Äußerlich sieht sie stark und mächtig aus, die Landwirtschaftlich-Gärtnerische Fakultät, kurz LGF, in der Invalidenstraße in Berlin-Mitte. Der 1880 errichtete monumentale Bau mit seinen hohen Rundbogenfenstern lässt nicht erahnen, was sich derzeit hinter seiner Fassade abspielt. Ein eigenartiger, aber doch viel sagender Zufall, dass auf der massiven Eingangstür mit alten Metall-Lettern eine flehende Bitte geschrieben steht: "Gott helf". Gottes Hilfe könnte nötig werden, denn das Präsidium der Humboldt-Universität möchte die LGF schließen, und zwar am liebsten sofort. David Sutter, Student im ersten Semester:

Markus Rimmele |
    Ich hatte echt recht lang, überlegt, wo ich hingehen soll. Und da ich in Richtung Fischerei gehen will, ist das eigentlich die einzige Wahl in Deutschland, das zu studieren. Ich habe dann im Internet die HU als Möglichkeit entdeckt sozusagen, dieses zu studieren. Bin halt hier hingekommen, und so direkt wurde uns das mitgeteilt. Und ich muss sagen, das war ein Schock.

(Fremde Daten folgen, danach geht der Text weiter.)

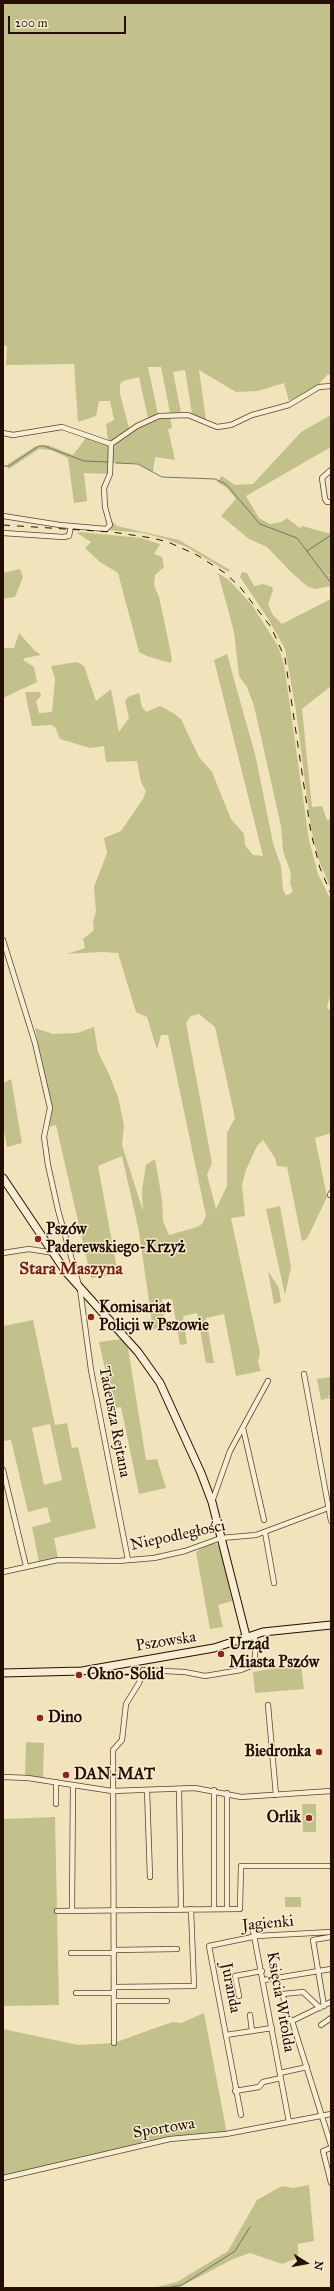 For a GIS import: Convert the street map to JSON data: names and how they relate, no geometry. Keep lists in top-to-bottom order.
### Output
{
  "streets": {
    "street": [
      "Tadeusza Rejtana",
      "Niepodległości",
      "Pszowska",
      "Jagienki",
      "Juranda",
      "Księcia Witolda",
      "Sportowa"
    ]
  },
  "crossings": [
    ["Tadeusza Rejtana", "Niepodległości"],
    ["Jagienki", "Juranda"],
    ["Jagienki", "Księcia Witolda"],
    ["Juranda", "Księcia Witolda"],
    ["Księcia Witolda", "Sportowa"]
  ],
  "districts": ["Stara Maszyna"],
  "places": [
    "Pszów Paderewskiego-Krzyż",
    "Komisariat Policji w Pszowie",
    "Urząd Miasta Pszów",
    "Okno-Solid",
    "Dino",
    "Biedronka",
    "DAN-MAT",
    "Orlik"
  ],
  "scale_bar": "200 m",
  "north": "right"
} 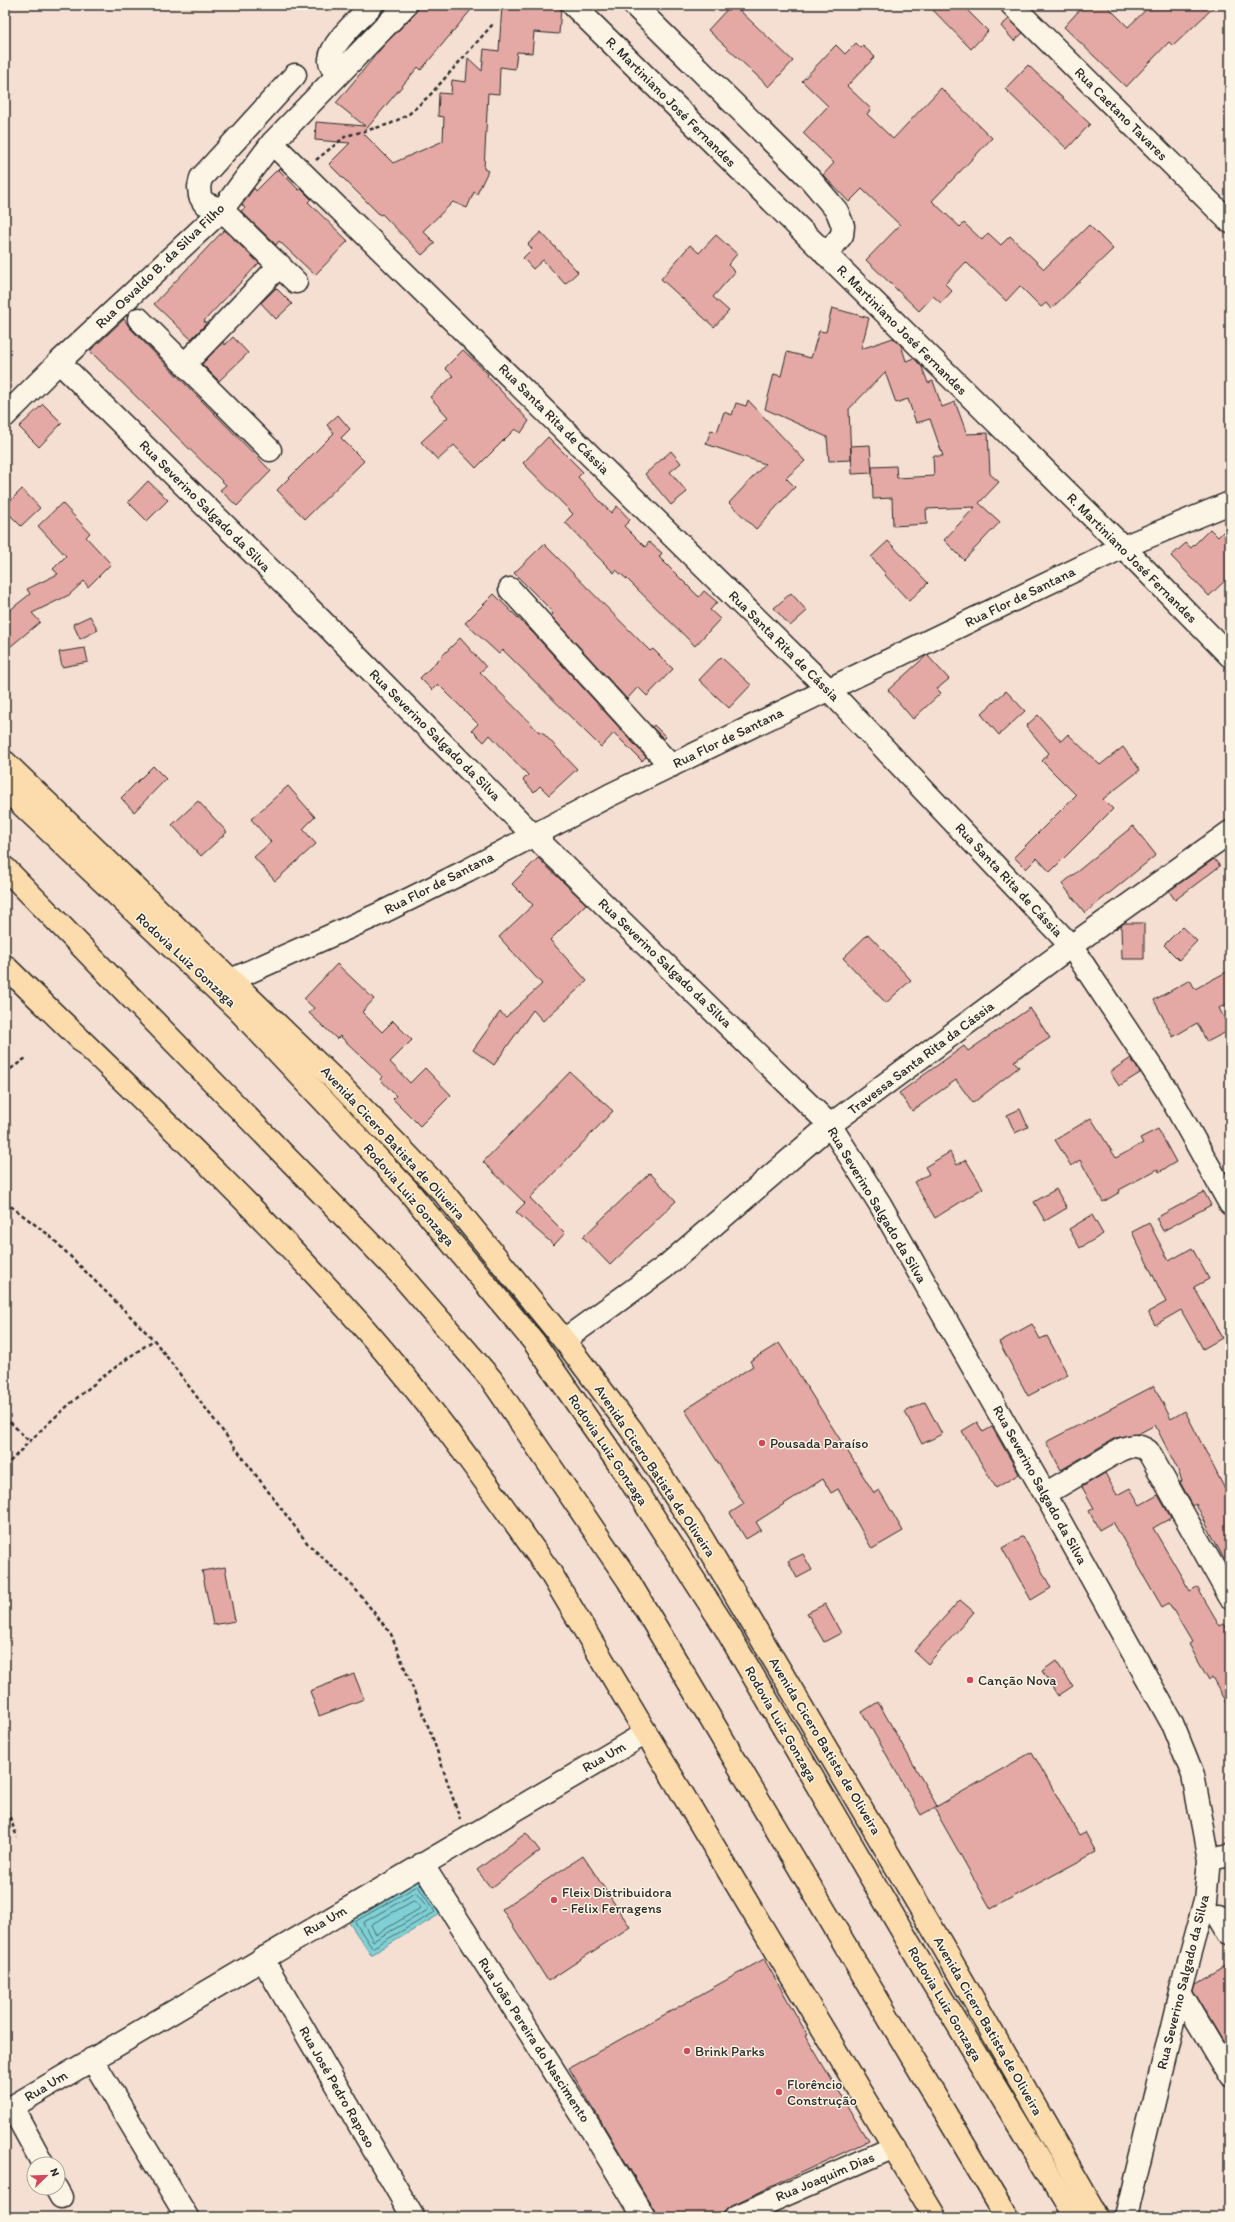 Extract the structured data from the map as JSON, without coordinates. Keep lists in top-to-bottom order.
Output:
{
  "streets": {
    "main road": ["Rodovia Luiz Gonzaga", "Avenida Cicero Batista de Oliveira"],
    "street": [
      "R. Martiniano José Fernandes",
      "Rua Caetano Tavares",
      "Rua Osvaldo B. da Silva Filho",
      "Rua Santa Rita de Cássia",
      "Rua Severino Salgado da Silva",
      "Rua Flor de Santana",
      "Travessa Santa Rita da Cássia",
      "Rua Um",
      "Rua João Pereira do Nascimento",
      "Rua José Pedro Raposo",
      "Rua Joaquim Dias"
    ]
  },
  "crossings": [
    ["R. Martiniano José Fernandes", "Rua Flor de Santana"],
    ["Rua Osvaldo B. da Silva Filho", "Rua Santa Rita de Cássia"],
    ["Rua Osvaldo B. da Silva Filho", "Rua Severino Salgado da Silva"],
    ["Rua Santa Rita de Cássia", "Rua Flor de Santana"],
    ["Rua Santa Rita de Cássia", "Travessa Santa Rita da Cássia"],
    ["Rua Severino Salgado da Silva", "Rua Flor de Santana"],
    ["Rua Severino Salgado da Silva", "Travessa Santa Rita da Cássia"],
    ["Rua Flor de Santana", "Avenida Cicero Batista de Oliveira"],
    ["Travessa Santa Rita da Cássia", "Avenida Cicero Batista de Oliveira"],
    ["Rua Um", "Rua João Pereira do Nascimento"],
    ["Rua Um", "Rua José Pedro Raposo"]
  ],
  "places": [
    "Pousada Paraíso",
    "Canção Nova",
    "Fleix Distribuidora - Felix Ferragens",
    "Brink Parks",
    "Florêncio Construção"
  ],
  "north": "top right"
} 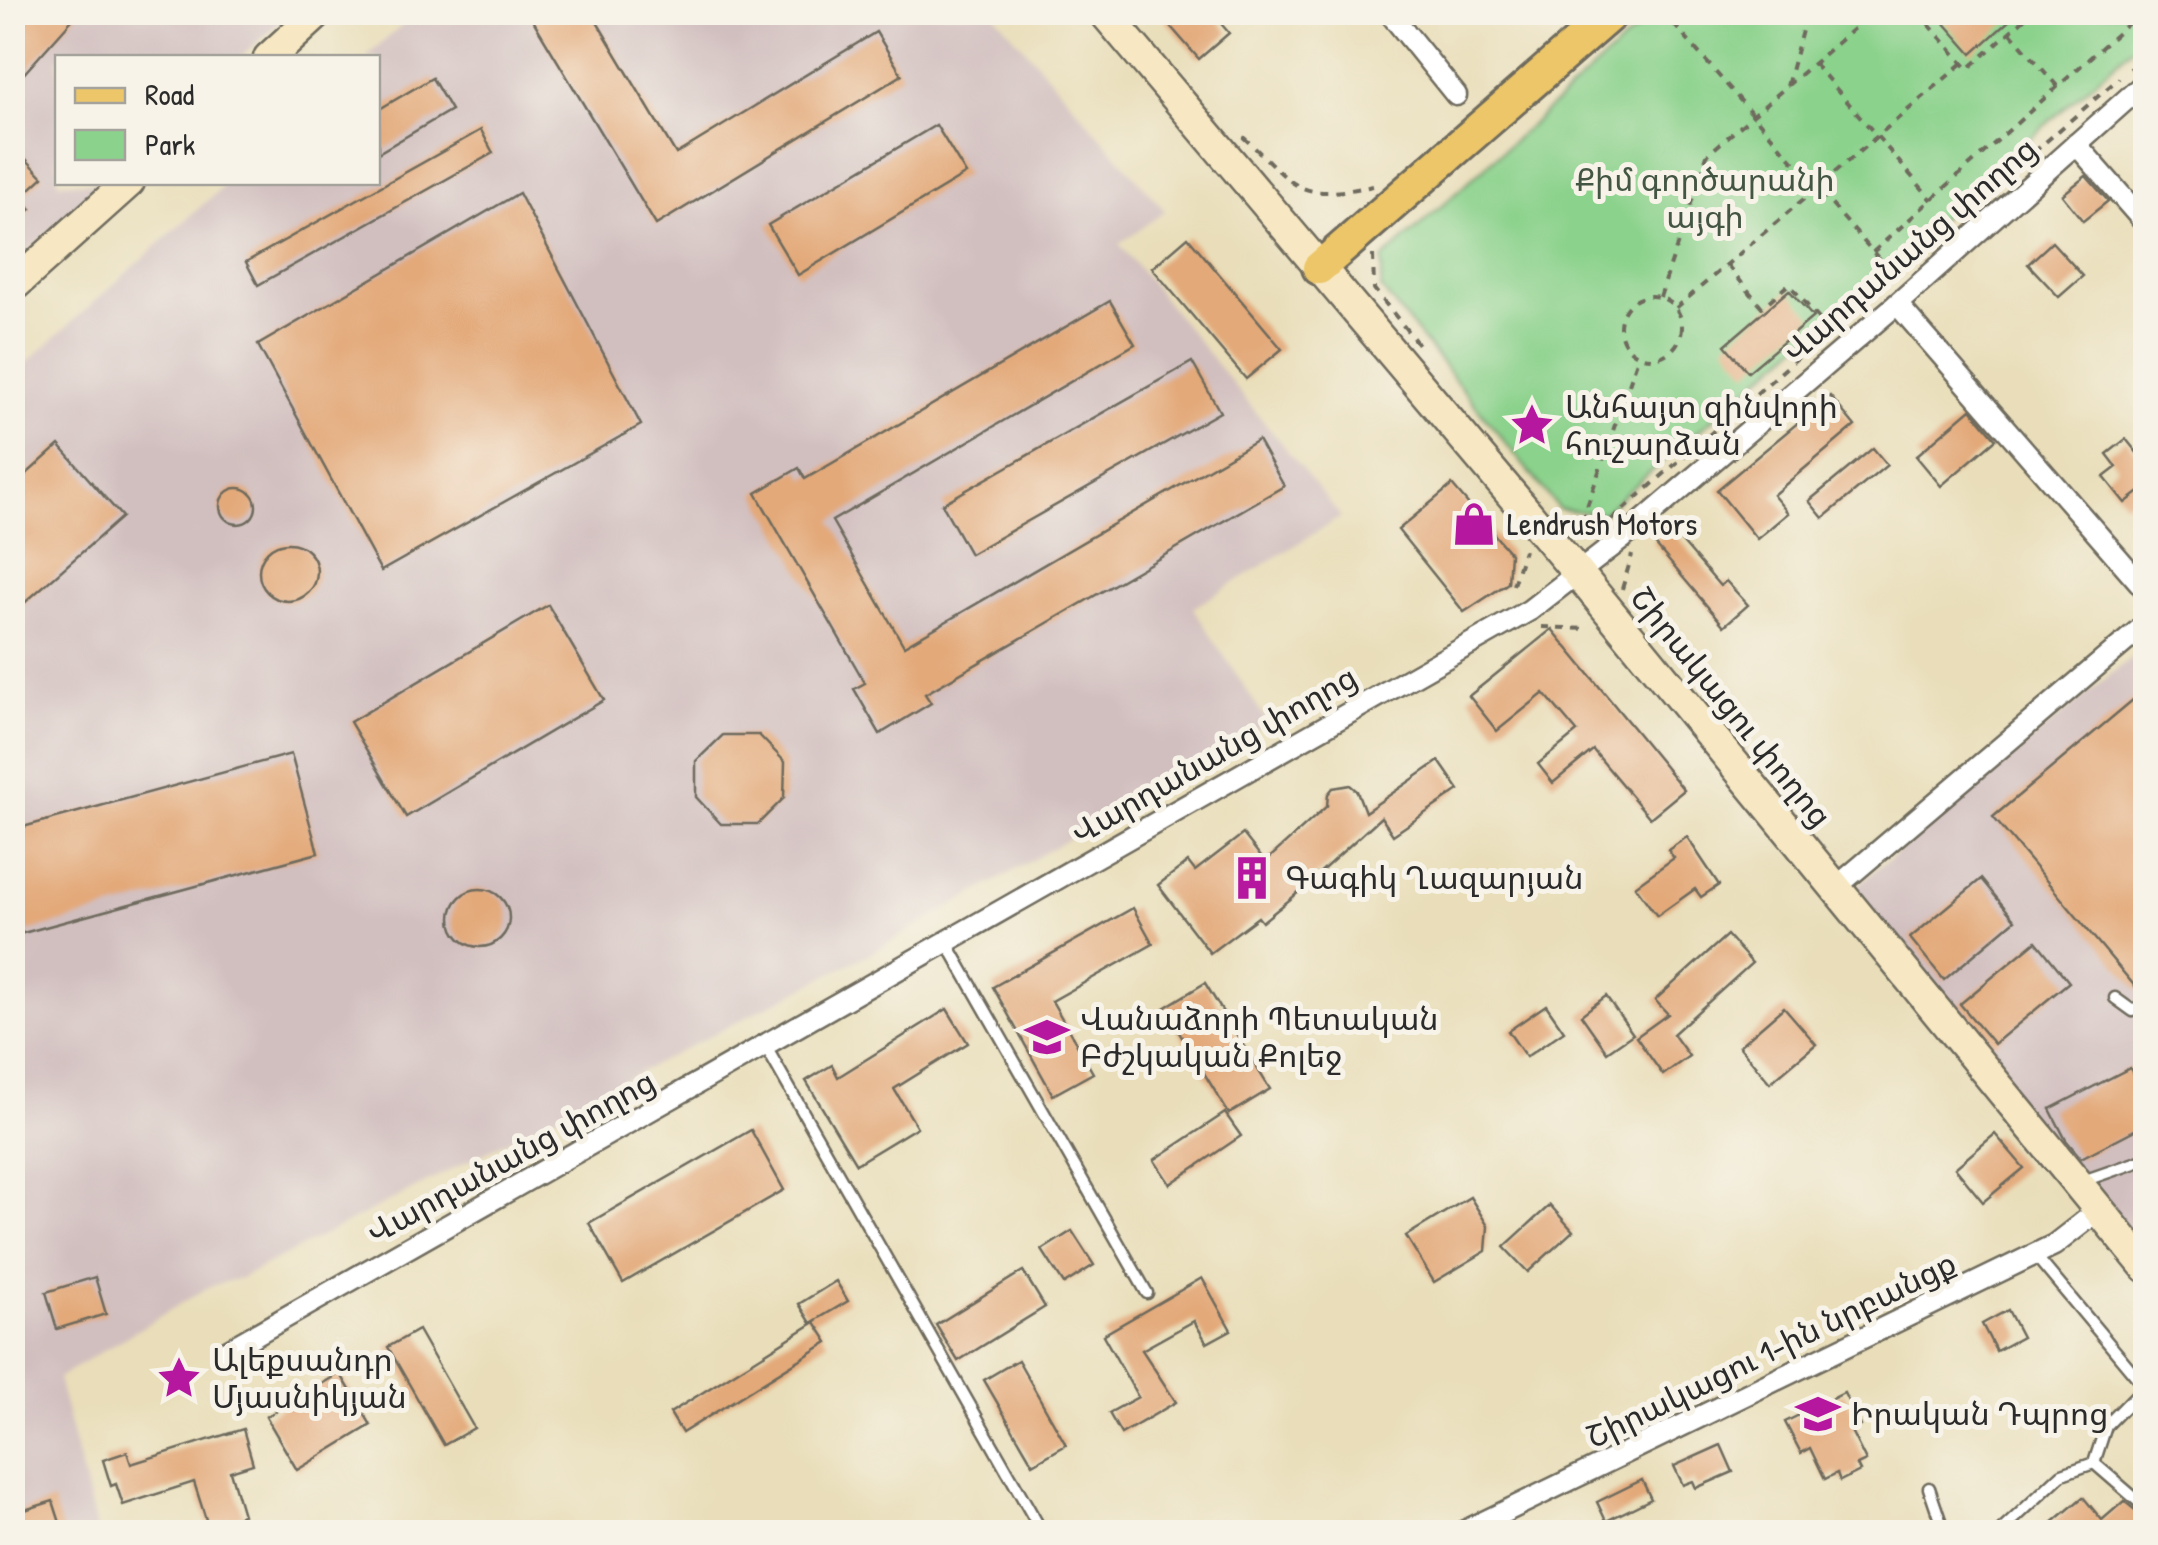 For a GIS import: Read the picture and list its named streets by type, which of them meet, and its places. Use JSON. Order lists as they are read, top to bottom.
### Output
{
  "streets": {
    "street": ["Վարդանանց փողոց", "Շիրակացու փողոց", "Շիրակացու 1-ին նրբանցք"]
  },
  "crossings": [
    ["Վարդանանց փողոց", "Շիրակացու փողոց"],
    ["Շիրակացու փողոց", "Շիրակացու 1-ին նրբանցք"]
  ],
  "parks": ["Քիմ գործարանի այգի"],
  "places": {
    "place": ["Անհայտ զինվորի հուշարձան", "Ալեքսանդր Մյասնիկյան"],
    "shop": ["Lendrush Motors"],
    "building": ["Գագիկ Ղազարյան"],
    "school or university": ["Վանաձորի Պետական Բժշկական Քոլեջ", "Իրական Դպրոց"]
  },
  "legend": ["Road", "Park"]
}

    Hintergrund der Schließungspläne ist die horrende Verschuldung des Landes Berlin. Der rot-rote Senat will die Hochschuletats zum wiederholten Male kürzen. 75 Millionen Euro sollen die drei Berliner Universitäten bis 2009 einsparen, 23 Millionen allein die Humboldt-Universität. Deren Präsident, Jürgen Mlynek, plant deshalb eine Radikalkur. 530 Stellen sollen wegfallen, darunter 90 Professuren. Fakultäten will er zusammenlegen und die Zahl der Studierenden senken. Hauptopfer des Sparkurses wäre die Landwirtschaftlich-Gärtnerische Fakultät, die eben ganz verschwinden soll. Der Dekan der LGF, Uwe Jens Nagel:

    Das Grundproblem ist, dass die Art von Wissenschaft, die wir betreiben, offensichtlich aus Sicht des Präsidenten keinen Platz an dieser Universität hat. Das ist ein Punkt, wo wir mit ihm nun überhaupt nicht einer Meinung sind.
    Denn es gehe an seiner Fakultät ja nicht um die Ausbildung zum Bauern, wie viele immer dächten, sondern tatsächlich um Wissenschaft. Beim Blick ins Lehr-Programm will man das glauben: das Spektrum reicht vom Pflanzenbau in den Tropen über ökologische Tierhaltungssysteme bis hin zum Internationalen Agrarhandel. Die LGF, so Nagel, kooperiere außerdem eng mit den Ländern in Ost- und Mitteleuropa bei deren Transformationsprozess und den armen Ländern der Südhalbkugel – betreibe also eine wichtige globale Wissenschaft.
    Eine Schließung der Fakultät wäre auch ein harter Traditionsbruch, denn seit fast 200 Jahren haben Landwirtschaft und Gartenbau ihren Platz in der Berliner Hochschullandschaft. Bedroht ist die LGF allerdings schon länger. 1996 sollte sie schon einmal geschlossen werden, was aber an massivem Widerstand scheiterte. Danach zeigte sich die Fakultät bewusst als Musterschülerin. Als eine der ersten stellte sie vor drei Jahren komplett auf die neuen Bachelor-/ und Master-Studiengänge um, und einige davon finden sogar auf Englisch statt. Doch vielleicht war das jetzt alles umsonst.
    Der Dekan sieht einfach Zerstörungswut am Werk – und einen dummen Zufall: Denn 2/3 der 31 LGF-Professoren gehen in den kommenden Jahren in Rente. Daher ließe sich durch eine Schließung sehr schnell sehr viel Geld sparen. Es gäbe nämlich kaum Personalüberhang.
    Der Präsident Jürgen Mlynek will sich derzeit gegenüber der Presse nicht äußern. Er müsste sich wohl auch hart verteidigen. Denn seine Pläne tragen zum schleichenden Ende der Agrarwissenschaften in ganz Deutschland bei. Jenny Walther von der LFG-Fachschaft:

    Halle wird massiv reduziert, Göttingen steht vor der Schließung, Weihenstephan ist mit der Fachhochschule zusammengeschlossen worden, Rostock ist eine Rumpffakultät, die auch ganz massiv unter Druck steht. Man muss sich fragen, wenn das weiter so geht, ob in zehn Jahren es eine agrarwissenschaftliche Forschung und Lehre in Deutschland universitätsweit überhaupt noch gibt. Das ist die Frage. Also dann kann man ins Ausland gehen.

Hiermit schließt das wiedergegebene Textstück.